File Storage & Sync (e.g. Dropbox)
Problem statement
Users sync folders across devices with conflict resolution, version history, sharing links, and offline edits that merge later.
How it works
- Chunking: split files into content-defined or fixed-size chunks; dedupe by hash (same chunk stored once).
- Metadata tree: paths → chunk list + versions per device.
- Sync: clients poll or use long polling / WebSocket for change notifications.

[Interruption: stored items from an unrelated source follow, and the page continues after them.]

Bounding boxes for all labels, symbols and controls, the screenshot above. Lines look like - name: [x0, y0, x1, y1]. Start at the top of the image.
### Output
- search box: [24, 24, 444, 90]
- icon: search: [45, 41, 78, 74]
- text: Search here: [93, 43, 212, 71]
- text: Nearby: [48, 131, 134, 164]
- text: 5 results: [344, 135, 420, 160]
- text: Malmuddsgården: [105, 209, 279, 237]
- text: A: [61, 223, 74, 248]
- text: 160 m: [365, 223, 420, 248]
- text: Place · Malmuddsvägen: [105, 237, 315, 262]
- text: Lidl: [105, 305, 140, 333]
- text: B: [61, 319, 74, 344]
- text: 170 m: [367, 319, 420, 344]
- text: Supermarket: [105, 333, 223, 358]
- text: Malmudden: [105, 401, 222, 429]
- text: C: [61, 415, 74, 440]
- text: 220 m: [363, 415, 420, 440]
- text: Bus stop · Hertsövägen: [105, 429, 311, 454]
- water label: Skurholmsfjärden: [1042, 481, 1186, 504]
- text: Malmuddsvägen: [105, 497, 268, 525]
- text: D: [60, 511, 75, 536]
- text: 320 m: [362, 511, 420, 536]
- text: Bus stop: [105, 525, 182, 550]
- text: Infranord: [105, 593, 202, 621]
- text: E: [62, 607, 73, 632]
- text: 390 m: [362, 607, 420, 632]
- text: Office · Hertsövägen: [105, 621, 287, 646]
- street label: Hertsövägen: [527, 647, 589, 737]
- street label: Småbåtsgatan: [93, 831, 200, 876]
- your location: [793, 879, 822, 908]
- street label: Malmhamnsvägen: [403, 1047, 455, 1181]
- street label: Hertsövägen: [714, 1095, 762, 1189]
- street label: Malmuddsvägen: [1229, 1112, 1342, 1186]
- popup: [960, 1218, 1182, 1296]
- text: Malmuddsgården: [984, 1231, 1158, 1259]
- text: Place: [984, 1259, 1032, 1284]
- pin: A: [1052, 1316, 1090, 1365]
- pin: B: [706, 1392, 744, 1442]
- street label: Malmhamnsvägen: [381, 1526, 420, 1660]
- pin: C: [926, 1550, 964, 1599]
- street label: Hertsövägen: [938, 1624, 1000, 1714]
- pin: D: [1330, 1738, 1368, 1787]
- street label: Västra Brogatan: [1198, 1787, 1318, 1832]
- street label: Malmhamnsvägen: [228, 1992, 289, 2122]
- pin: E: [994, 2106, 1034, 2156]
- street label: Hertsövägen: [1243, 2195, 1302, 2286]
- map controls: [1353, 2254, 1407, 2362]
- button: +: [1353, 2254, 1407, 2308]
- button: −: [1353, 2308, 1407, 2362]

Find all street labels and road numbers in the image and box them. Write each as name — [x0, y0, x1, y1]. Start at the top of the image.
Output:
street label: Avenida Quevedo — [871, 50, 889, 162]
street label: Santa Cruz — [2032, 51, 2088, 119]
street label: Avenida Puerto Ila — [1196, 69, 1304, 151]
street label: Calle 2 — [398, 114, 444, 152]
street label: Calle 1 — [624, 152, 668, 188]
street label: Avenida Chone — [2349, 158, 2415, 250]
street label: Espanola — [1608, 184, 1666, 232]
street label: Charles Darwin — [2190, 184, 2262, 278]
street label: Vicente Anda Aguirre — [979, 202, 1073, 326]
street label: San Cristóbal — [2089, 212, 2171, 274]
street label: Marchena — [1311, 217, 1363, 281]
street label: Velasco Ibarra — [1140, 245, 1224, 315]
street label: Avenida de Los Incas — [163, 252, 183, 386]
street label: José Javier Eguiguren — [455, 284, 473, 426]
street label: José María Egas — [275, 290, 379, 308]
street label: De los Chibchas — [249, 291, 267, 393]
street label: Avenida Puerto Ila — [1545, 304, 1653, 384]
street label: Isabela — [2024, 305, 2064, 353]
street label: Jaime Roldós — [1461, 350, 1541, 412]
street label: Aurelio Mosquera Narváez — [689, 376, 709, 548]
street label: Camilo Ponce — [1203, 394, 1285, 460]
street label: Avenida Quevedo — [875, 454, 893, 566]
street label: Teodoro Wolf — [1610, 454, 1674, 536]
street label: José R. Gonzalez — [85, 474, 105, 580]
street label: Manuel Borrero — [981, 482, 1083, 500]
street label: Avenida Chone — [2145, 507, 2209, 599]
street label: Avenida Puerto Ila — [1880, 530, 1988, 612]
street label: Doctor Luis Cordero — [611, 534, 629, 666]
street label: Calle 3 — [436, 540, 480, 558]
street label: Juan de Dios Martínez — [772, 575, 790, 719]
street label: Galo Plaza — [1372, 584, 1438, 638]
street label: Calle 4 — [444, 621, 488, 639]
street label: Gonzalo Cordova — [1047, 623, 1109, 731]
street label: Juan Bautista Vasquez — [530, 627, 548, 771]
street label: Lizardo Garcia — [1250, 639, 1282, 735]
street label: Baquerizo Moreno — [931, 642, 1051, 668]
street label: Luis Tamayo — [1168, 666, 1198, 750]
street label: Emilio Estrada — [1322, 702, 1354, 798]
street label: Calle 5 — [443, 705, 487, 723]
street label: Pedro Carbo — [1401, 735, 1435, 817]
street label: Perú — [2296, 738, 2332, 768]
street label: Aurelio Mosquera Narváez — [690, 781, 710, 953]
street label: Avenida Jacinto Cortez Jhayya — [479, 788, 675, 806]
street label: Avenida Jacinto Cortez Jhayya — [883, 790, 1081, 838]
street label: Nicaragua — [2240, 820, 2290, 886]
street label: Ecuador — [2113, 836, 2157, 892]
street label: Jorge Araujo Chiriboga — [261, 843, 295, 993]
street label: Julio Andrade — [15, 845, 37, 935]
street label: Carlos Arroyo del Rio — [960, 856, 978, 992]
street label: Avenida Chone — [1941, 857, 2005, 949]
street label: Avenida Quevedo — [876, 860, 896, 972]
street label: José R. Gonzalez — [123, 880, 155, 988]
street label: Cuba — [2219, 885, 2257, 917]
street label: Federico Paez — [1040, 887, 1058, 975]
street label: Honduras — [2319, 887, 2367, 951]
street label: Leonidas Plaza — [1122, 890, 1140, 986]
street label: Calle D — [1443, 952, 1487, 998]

Analogy: Lego bricks: many builds (files) reuse the same red 2×2 brick (chunk hash); the instruction booklet is metadata.
High-level design
Rendering diagram…
Components explained — this design
| Component | What it is | Why we use it here |
|---|---|---|
| API Gateway | Authenticated edge for metadata and presign. | Validates OAuth before returning S3 presigned URLs; prevents anonymous unbounded uploads. |
| Upload / Read services | Coordinate chunks, permissions, conflict policy. | Separation lets you tune read-heavy CDN path differently from write-heavy hashing/dedupe. |
| S3 / Blob | Durable object storage for file chunks. | Industry standard for large binary payloads; versioning helps accidental overwrite recovery. |
| PostgreSQL / DynamoDB | Metadata: paths, versions, ACLs, chunk maps. | Postgres for folder queries and sharing rules; Dynamo if metadata access is strictly key-value per file id at extreme scale. |
| CDN cache | Edge cache for public immutable chunk GETs. | Reduces download latency and origin egress costs for popular files. |
| Pub/Sub or SQS | Async jobs: virus scan, thumbnail, search index. | Keeps upload ACK fast; workers can retry independently with DLQ. |
Shared definitions: 00-glossary-common-services.md
Low-level design
Chunk upload
- Multipart upload to S3 with presigned URLs (short TTL).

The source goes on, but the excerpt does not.